Which lines below contain "list"? Pull them out.

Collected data

-- Opening Marker --

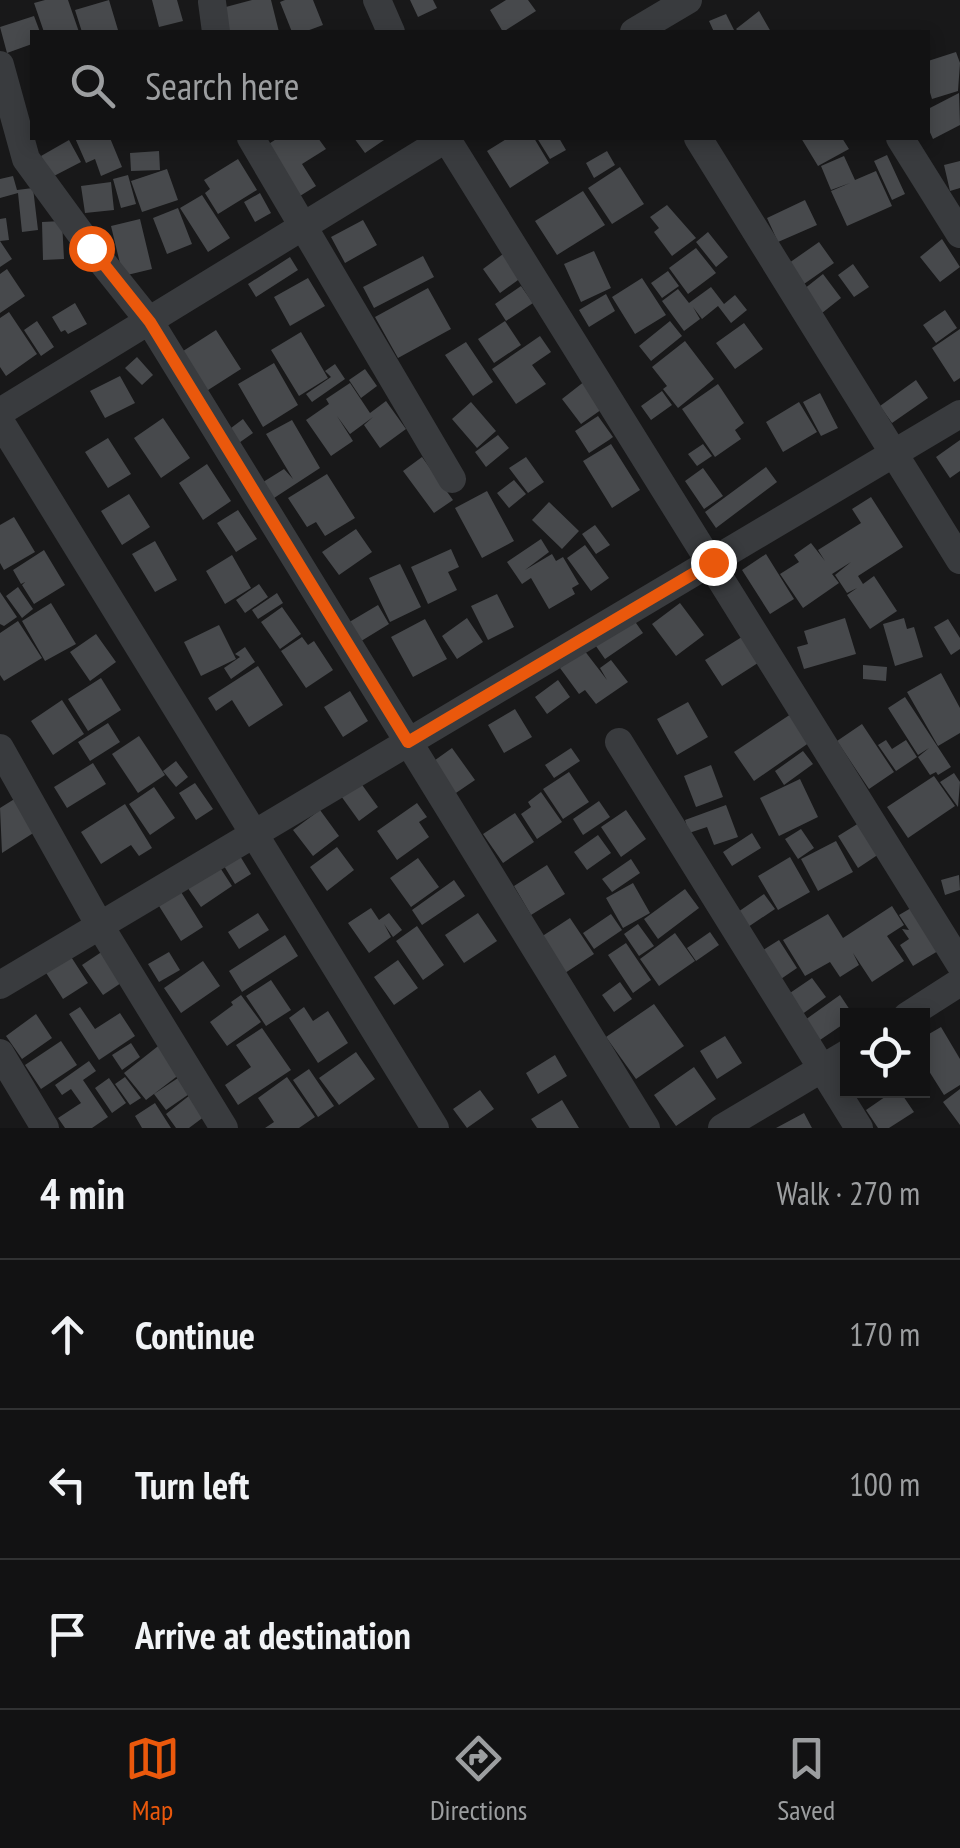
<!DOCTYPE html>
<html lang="en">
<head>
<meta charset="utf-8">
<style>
	body { margin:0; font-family:"PT Sans Narrow",sans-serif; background:#1b1b1c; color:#f1f3f6 }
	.controls { position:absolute; right:30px; bottom:30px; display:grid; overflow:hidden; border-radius:0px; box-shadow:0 5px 15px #0003 }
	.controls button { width:90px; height:90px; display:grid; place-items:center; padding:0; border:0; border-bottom:2px solid #313233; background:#121213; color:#f1f3f6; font:50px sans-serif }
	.stop { position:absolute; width:30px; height:30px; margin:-22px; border:8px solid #ea580c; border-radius:50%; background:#fff }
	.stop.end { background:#ea580c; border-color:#fff; box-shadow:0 2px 10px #0008 }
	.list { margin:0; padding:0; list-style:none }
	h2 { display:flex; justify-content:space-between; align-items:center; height:130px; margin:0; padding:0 40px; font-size:42px }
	h2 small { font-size:32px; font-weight:400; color:#9c9ea0 }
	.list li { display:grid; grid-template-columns:65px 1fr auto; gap:30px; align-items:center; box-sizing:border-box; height:150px; padding:0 40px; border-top:2px solid #313233 }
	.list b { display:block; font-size:38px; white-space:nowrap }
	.list em { font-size:32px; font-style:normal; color:#9c9ea0 }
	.icon { flex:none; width:55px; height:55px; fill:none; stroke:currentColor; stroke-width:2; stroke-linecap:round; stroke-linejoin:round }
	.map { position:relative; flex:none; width:960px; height:1128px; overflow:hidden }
	.search { position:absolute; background:#121213; box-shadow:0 5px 15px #0003; left:30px; right:30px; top:30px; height:110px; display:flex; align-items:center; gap:25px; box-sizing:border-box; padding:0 35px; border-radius:0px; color:#9c9ea0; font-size:38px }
	.sheet { height:580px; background:#121213 }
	nav { display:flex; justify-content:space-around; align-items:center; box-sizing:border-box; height:140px; border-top:2px solid #313233; background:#121213; font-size:28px; color:#9c9ea0 }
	nav a { display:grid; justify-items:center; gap:5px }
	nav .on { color:#ea580c }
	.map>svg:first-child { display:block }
</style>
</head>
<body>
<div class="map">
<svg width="960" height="1128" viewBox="0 0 960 1128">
	<rect width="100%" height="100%" fill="#181819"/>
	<path fill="#47494c" d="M45,0H68L79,32H44L34,3Z
		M109,0L118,30L82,32L75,10Z
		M152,0H177L183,21L159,27Z
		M252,0H271L279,32H228L222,8Z
		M285,0H313L323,25L304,32H292L280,2Z
		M410,0H433L437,8L418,17Z
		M506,0H528L536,11L503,32L490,10Z
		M759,11L771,32H739L736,29Z
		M726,14L735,32H714L709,21Z
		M34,16L40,32H32V44L7,53L0,27Z
		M956,52L960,63L958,91L932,99L928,86V61Z
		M959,93L960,125L933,139L928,128V109Z
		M75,138H110L122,167L101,176L95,159L86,163Z
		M278,138H318L326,149L302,164L316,186L300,196L267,145Z
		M354,138H387L365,153Z
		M508,138H534L549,163L510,188L487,151Z
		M537,138H559L566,150L550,159Z
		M801,138H842L849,149L818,166Z
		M69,140L81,162L52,177L41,156Z
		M159,151L160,170L131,171L130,153Z
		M607,151L615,165L594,178L586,163Z
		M887,155L905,194L892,200L874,161Z
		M844,156L855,180L876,171L892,206L847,226L831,191L850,183L831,190L821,166Z
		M238,159L257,190L218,214L205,193L210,189L204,180Z
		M960,161V188L950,191L944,165Z
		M620,167L644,204L612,224L588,188Z
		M167,169L178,200L142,212L131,181Z
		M128,175L136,204L121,208L113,179Z
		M13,176L17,190L33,188L38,230L22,232L18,193L0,198V179Z
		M111,182L114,210L85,213L81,186Z
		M583,191L605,225L557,255L535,221Z
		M260,193L271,213L255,222L244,202Z
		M202,195L230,238L208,252L180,208Z
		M805,200L817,225L778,242L767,218Z
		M667,205L696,238L672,256L654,232L659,228L650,217Z
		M178,208L192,244L167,254L153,218Z
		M6,218L9,240L0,241L12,259L0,267V219Z
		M140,219L152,269L123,276L111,226Z
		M363,220L377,245L345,263L331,237Z
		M62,221L64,259L43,260L42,222Z
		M708,232L728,257L716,267L696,242Z
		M942,239L960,267L940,282L920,257Z
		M819,242L834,263L804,284L789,263Z
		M696,248L716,273L688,294L669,268Z
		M507,251L525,275L500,293L483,269Z
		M594,251L611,288L581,302L564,264Z
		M423,256L434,277L374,308L363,287Z
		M290,257L298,270L256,297L248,284Z
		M853,264L869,287L854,297L838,275Z
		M7,269L25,296L0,313V274Z
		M668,271L679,286L662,298L651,283Z
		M823,274L841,298L817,317L799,293Z
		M308,278L325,306L290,326L274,297Z
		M642,278L666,315L635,334L612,297Z
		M521,286L533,303L506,321L495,304Z
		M711,287L724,304L735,295L747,310L731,323L718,306L702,319L693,307L700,319L684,331L662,301L678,289L689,303Z
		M428,288L451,329L398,358L375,317Z
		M606,294L615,311L589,327L579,310Z
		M75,303L87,324L68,334L65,330L61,332L52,317Z
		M945,310L957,328L936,343L923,325Z
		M9,312L37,354L6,376L0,367V318Z
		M37,321L54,347L41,356L24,330Z
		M505,321L521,345L494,363L478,339Z
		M670,321L682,336L651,361L639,346Z
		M744,323L763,349L735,369L716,343Z
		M960,329V378L954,382L932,348Z
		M216,330L241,369L205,392L180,353Z
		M301,332L328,378L299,396L271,350Z
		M540,336L551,352L532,365L546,384L516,404L492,369Z
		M685,341L714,379L678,408L663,389L667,386L652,367Z
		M466,342L493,382L473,396L445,355Z
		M137,357L153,375L142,385L125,368Z
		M274,363L298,405L263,427L238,384Z
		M335,364L345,379L312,402L306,394L331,377L325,371Z
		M365,369L377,386L361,398L349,380Z
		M120,376L135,403L105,418L90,391Z
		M916,380L928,398L892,423L880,406Z
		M585,381L605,407L581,424L562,399Z
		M350,383L370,413L386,401L406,429L380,448L364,425L373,417L350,434L337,416L353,441L331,456L306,420L329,404L326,399Z
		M718,384L744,423L735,430L741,439L715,457L682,409Z
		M662,391L672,405L651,420L641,406Z
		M820,393L838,428L821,436L803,402Z
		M471,402L496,431L477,448L452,419Z
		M799,402L817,432L783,452L766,422Z
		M598,416L613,437L609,440L607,437L609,440L589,453L575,431Z
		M163,418L190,458L161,478L134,438Z
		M243,419L253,433L236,445L227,431Z
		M292,420L320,468L271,500L260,484L284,469L293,479L266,434Z
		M498,435L509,448L486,467L475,452Z
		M108,438L131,474L108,488L85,452Z
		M960,440V471L950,478L936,457Z
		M611,444L640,490L612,508L583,461Z
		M703,444L712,456L697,466L688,454Z
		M422,457L453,500L434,513L403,471Z
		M526,457L544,482L528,493L509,468Z
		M207,464L231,501L203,520L179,483Z
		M766,467L777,482L716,528L705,512Z
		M703,468L723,496L704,509L685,481Z
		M327,474L355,518L325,536L316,522L307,527L288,498Z
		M514,480L526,494L509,508L497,493Z
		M487,491L514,541L482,558L455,508Z
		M129,494L150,527L122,545L101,511Z
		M871,497L903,547L858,576L863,584L874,576L897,611L870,629L847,595L857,588L847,593L835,575L851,562L832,574L839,583L803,608L780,574L799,562L794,555L811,543L825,561L818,550L861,523L852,509Z
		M549,502L579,531L562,549L532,520Z
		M238,510L257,539L236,552L217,523Z
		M14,517L35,552L4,570L0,563V525Z
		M595,525L610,545L596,554L582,534Z
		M356,529L372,552L339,575L322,552Z
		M541,539L549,552L525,570L552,554L556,561L563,557L579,584L572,588L575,594L549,609L531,578L522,584L507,562Z
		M155,541L177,580L155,592L132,554Z
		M585,545L609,578L591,591L567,558Z
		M451,549L459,567L448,572L457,590L428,604L411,567Z
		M44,550L65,585L34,604L22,585L25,582L21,584L13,570Z
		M766,554L794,599L770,614L742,570Z
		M232,555L251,588L225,604L206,571Z
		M400,564L421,607L390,622L369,578Z
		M259,584L268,597L245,613L236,600Z
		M18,587L33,609L22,618L6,596Z
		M0,592L17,617L4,626L0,624Z
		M277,593L283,603L258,619L252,610Z
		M497,594L514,627L488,640L471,606Z
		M51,603L76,644L45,661L22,621Z
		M680,603L704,635L676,656L652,624Z
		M378,605L389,624L358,643L346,624Z
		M282,607L301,634L280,649L261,622Z
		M629,613L643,633L605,659L591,639Z
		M467,618L483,642L457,659L442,636Z
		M845,618L856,654L804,669L797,647L808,644L804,631Z
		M904,618L907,629L914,627L923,657L895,666L883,624Z
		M425,619L447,659L413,677L391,637Z
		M948,619L960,638V649L951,655L934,627Z
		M18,621L42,658L4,681L0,675V633Z
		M219,625L236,659L201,676L184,642Z
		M96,634L116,662L90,681L70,652Z
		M745,635L761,661L722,686L705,660Z
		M302,637L308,645L314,641L333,670L306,688L281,651Z
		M245,647L255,662L231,679L224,668L240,657L235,654Z
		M584,650L607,680L600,668L611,660L628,682L596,704L585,690L579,694L560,668Z
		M863,665L887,667L886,681L863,679Z
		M258,666L283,705L249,727L232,700L216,711L208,698Z
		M941,673L960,708V733L938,746L907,692Z
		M101,678L121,710L88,731L68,699Z
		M558,680L570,697L547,714L535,697Z
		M350,691L368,721L343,737L324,707Z
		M905,697L951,767L938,775L936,772L930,775L918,757L929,748L918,755L888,708Z
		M62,700L84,734L53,755L31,721Z
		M688,702L708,737L677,755L657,719Z
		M515,709L532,737L504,753L488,725Z
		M794,712L813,740L754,781L734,752Z
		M108,723L120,742L90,761L78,742Z
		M862,724L894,772L869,789L837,741Z
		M139,736L165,775L138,793L112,754Z
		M886,740L892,749L906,740L917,757L896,771L878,745Z
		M452,748L475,780L453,795L431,763Z
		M571,748L580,761L554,778L545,765Z
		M803,751L813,764L784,785L775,771Z
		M176,761L188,777L176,787L163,771Z
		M93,763L106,784L67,808L54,787Z
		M711,765L723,797L696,807L684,776Z
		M569,772L589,802L563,819L543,789Z
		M954,773L960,782L958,807L940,782Z
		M355,775L378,807L359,821L336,789Z
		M934,776L955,806L908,838L887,807Z
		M800,779L818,817L779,836L760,798Z
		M195,783L213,809L196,820L179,793Z
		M154,787L175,818L150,835L129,804Z
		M541,792L562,822L537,839L521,814L531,807L528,802Z
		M16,798L38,830L2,853L0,808Z
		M599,801L610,817L583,835L573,819Z
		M417,803L427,817L419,822L429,837L397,860L377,831Z
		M125,804L152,848L139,856L131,845L101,864L81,832Z
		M726,805L738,837L714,845L707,827L689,833L685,820Z
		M320,810L339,836L313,856L293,830Z
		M626,810L646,839L621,857L601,827Z
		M515,813L534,842L503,863L483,834Z
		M859,823L879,854L858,868L838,836Z
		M801,829L814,848L798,859L785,839Z
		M752,833L761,848L732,866L723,852Z
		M598,835L611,853L587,870L574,852Z
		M836,841L853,872L818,891L801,859Z
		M337,847L354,870L327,891L310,867Z
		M237,851L251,874L235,884L221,861Z
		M790,857L810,892L778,910L758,876Z
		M418,858L439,887L411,907L390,878Z
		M631,859L640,873L612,892L602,879Z
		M217,863L232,886L201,907L185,884Z
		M547,865L565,894L531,915L514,886Z
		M959,875L960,890L945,895L941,880Z
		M454,880L465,896L422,925L412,910Z
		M633,883L650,913L623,928L606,898Z
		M685,889L699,908L658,939L644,919Z
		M181,892L203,927L181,941L159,906Z
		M764,894L775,909L748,927L738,912Z
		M892,906L904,925L887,936L904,961L872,982L853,953L859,965L840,977L830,962L805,976L783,940L828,914L843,938Z
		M371,908L379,920L389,913L402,930L393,937L384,924L391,937L369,953L348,923Z
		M911,908L938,951L913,966L900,945L909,939L902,929L909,930L899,915Z
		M258,913L269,930L239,949L228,932Z
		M478,913L497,941L464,963L445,935Z
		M611,914L622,930L594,949L583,933Z
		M570,918L594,954L565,973L541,937Z
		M638,924L654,946L639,956L624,934Z
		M417,926L444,965L423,980L396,941Z
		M710,932L719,945L696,961L687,948Z
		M675,933L695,961L659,986L640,959Z
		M285,935L298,956L242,992L229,971Z
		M779,940L797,968L778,981L760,952Z
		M626,943L651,980L633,993L608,955Z
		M109,947L130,977L103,995L82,965Z
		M66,949L88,983L63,999L41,965Z
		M169,952L180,970L159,982L148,964Z
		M398,960L418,988L394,1005L374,977Z
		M203,961L220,986L181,1013L164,988Z
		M812,978L826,997L801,1015L787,995Z
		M271,980L291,1010L266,1026L246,996Z
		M620,982L632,999L614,1012L602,995Z
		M241,995L261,1022L227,1046L210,1022L233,1005L231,1002Z
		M840,995L854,1016H848V1021L820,1040L805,1020Z
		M654,1004L684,1046L636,1079L606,1037Z
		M80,1007L95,1029L120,1013L135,1036L99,1060L69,1014Z
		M304,1007L313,1021L328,1011L348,1043L318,1063L289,1018Z
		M36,1014L52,1038L22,1059L6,1036Z
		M941,1027L960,1059V1085L944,1095L922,1060V1038Z
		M262,1028L291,1070L238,1105L225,1085L251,1067L236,1045Z
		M725,1036L742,1063L717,1079L700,1051Z
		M61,1041L77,1065L41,1089L25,1065Z
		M131,1043L140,1057L122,1070L112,1055Z
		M162,1043L184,1071L146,1100L124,1073Z
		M356,1052L375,1079L339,1105L319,1078Z
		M555,1055L567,1076L538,1094L526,1073Z
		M89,1061L96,1071L83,1080L108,1117L92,1128H65L58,1118L81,1103L71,1089L62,1095L55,1085Z
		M694,1067L716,1099L676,1126L654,1095Z
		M309,1069L334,1106L318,1117L293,1080Z
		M181,1076L192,1092L166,1110L154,1094Z
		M125,1077L141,1098L130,1105L115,1084Z
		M287,1077L315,1117L299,1128H265L274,1122L258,1098Z
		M109,1078L126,1103L112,1113L95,1088Z
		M960,1089V1125L943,1102Z
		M480,1090L494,1109L467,1128L453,1109Z
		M895,1090H899L914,1112L889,1128H878L866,1110Z
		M190,1095L205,1116L189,1128H176L166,1114Z
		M562,1100L579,1128H537L531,1119Z
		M155,1103L171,1128H142L135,1116Z
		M804,1113L812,1128H776Z"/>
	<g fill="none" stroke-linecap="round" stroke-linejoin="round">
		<path stroke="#393b3e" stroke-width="28" d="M377,0L391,32
			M212,2L216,32
			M634,32L688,0
			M0,65L26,159L91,248L150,322L646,1128
			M251,138L452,479
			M446,138L960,964
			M698,138L960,560
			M900,138L960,234
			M0,412L447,138
			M0,421L435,1128
			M619,742L859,1128
			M0,748L100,926L224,1128
			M0,985L960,414
			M907,1016L960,982
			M0,1053L45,1128
			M722,1128L848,1053"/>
	</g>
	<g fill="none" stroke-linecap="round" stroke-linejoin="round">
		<path stroke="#ea580c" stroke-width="12" d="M91,248L150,322L408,742L713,562"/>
	</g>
</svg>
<div class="controls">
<button><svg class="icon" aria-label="locate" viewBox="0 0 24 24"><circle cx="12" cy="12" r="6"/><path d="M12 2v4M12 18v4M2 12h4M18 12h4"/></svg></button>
</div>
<div class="stop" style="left:91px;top:248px"></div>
<div class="stop end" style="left:713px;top:562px"></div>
<div class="search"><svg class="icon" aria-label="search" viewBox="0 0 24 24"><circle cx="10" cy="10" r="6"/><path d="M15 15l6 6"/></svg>Search here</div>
</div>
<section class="sheet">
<h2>4 min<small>Walk · 270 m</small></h2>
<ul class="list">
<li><svg class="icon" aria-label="ahead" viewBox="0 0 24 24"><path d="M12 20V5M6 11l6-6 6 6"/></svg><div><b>Continue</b></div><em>170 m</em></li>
<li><svg class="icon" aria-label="left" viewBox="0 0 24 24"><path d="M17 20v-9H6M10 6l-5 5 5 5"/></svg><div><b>Turn left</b></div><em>100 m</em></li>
<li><svg class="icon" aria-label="arrive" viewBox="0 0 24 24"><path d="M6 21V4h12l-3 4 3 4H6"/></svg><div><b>Arrive at destination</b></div></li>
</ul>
</section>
<nav>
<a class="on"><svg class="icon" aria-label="map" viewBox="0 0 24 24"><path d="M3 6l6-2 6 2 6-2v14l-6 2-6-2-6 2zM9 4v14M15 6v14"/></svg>Map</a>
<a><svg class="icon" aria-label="directions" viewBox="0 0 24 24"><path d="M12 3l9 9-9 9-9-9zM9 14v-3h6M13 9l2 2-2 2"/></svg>Directions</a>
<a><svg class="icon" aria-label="saved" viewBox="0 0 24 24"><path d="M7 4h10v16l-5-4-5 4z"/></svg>Saved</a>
</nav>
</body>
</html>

-- Closing Marker --

▸ Solved exercise
	.list { margin:0; padding:0; list-style:none }
	.list li { display:grid; grid-template-columns:65px 1fr auto; gap:30px; align-items:center; box-sizing:border-box; height:150px; padding:0 40px; border-top:2px solid #313233 }
	.list b { display:block; font-size:38px; white-space:nowrap }
	.list em { font-size:32px; font-style:normal; color:#9c9ea0 }
<ul class="list">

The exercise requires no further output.